Case ID: utah-2d_11/html/0014-01.html
Source: Caselaw Access Project
Author: {"author": "HENRIOD, Justice.", "license": "Public Domain", "url": "https://static.case.law/"}
Date Created: 2024-08-24T03:29:51.129683

354 P.2d 568
    Marilyn K. MANNING, Plaintiff and Appellant, v. WESTERN AIRLINES, a corporation, and Connecticut General Life Insurance Company, a corporation, Defendants and Respondents.
    No. 9109.
    Supreme Court of Utah.
    Aug. 2, 1960.
    Nielsen & Conder, Salt Lake City, for appellant.
    Fabian & Clendenin, Kent Shearer, Albert J. Colton, Salt Lake City, for respondents.
   HENRIOD, Justice.

Appeal from the dismissal of plaintiff’s complaint. Affirmed with costs to defendants.

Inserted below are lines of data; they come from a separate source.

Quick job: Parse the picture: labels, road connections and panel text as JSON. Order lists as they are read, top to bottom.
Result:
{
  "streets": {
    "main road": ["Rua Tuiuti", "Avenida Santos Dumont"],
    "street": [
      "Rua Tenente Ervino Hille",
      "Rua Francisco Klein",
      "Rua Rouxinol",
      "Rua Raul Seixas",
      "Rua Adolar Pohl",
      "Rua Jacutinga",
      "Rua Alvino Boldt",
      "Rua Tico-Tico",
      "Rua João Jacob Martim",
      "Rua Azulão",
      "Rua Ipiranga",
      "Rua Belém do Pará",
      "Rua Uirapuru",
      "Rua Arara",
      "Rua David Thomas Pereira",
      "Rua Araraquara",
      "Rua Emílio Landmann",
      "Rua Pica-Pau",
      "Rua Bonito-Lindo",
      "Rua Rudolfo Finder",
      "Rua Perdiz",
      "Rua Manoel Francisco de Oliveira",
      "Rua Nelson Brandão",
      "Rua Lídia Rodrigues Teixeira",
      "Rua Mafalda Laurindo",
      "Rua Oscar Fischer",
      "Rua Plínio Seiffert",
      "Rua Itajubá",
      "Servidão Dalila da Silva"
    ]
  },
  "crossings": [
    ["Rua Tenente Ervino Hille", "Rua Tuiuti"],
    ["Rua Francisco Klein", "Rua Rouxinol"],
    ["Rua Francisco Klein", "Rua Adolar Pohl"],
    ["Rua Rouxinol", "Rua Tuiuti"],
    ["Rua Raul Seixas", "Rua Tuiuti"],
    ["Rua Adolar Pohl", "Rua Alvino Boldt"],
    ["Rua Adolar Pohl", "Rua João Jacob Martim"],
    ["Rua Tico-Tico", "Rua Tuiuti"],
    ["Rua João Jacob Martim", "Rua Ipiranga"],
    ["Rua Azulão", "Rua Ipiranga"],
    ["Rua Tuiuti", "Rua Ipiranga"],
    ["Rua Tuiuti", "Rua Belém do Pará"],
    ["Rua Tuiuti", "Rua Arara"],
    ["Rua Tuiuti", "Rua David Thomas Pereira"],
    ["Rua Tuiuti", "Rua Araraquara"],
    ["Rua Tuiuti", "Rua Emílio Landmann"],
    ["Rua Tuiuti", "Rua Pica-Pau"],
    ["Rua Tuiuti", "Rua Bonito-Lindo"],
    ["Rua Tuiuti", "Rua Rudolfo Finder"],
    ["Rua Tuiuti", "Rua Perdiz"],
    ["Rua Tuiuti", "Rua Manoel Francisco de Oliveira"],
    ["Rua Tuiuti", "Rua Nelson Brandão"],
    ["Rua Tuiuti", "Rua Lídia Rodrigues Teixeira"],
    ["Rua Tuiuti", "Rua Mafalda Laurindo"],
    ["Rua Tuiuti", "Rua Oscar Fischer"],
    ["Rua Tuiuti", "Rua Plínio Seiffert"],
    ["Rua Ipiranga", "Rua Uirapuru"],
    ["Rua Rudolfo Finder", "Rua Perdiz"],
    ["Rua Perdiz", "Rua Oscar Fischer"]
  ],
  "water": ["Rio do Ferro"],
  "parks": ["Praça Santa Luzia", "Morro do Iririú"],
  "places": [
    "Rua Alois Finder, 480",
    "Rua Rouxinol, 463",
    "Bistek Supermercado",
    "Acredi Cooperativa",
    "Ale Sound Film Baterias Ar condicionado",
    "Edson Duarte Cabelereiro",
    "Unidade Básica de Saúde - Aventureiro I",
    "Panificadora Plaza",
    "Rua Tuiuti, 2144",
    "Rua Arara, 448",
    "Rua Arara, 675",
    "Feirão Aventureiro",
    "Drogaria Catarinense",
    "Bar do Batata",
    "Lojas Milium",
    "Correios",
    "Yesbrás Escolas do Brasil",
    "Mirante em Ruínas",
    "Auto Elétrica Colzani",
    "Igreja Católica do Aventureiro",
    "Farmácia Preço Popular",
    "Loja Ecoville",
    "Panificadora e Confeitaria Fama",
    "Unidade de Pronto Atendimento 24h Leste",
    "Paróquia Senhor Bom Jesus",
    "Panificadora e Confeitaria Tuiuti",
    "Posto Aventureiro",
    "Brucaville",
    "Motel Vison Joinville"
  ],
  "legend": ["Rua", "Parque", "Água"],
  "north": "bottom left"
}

Plaintiff’s husband went to work for Western in May, 1957. He became a beneficiary under a company-sponsored, trifeature employee payroll-deduction insurance plan, including a life insurance feature. Next month, on June 4th, he sent a memo to the personnel director who processed the insurance, saying “I wish to drop the life insurance part of my policy, if pos- ■ sible.” The policy said that if an employee cancelled his authorization for pay-roll deduction the "insurance shall cease at the end of the period for which the last deduction was made.”

It is conceded that 1) Western did not make any payroll deduction after June, and 2) the premium thereafter for the coverage and deduction therefor was $1.80 less than before, the standard premium for the life feature. On August 6, 1957, Manning was killed in the course of his employment.

There were offers of proof at the trial, looking to the possibility that the deceased may have thought a cancellation of the life feature had not materialized, based on different printed schedules he received, together with the further possibility that he may not have received a supplement to one of them, — all of which would have been hearsay and the fountainhead for the most speculative of conclusions, which the jury correctly would not have the prerogative of indulging.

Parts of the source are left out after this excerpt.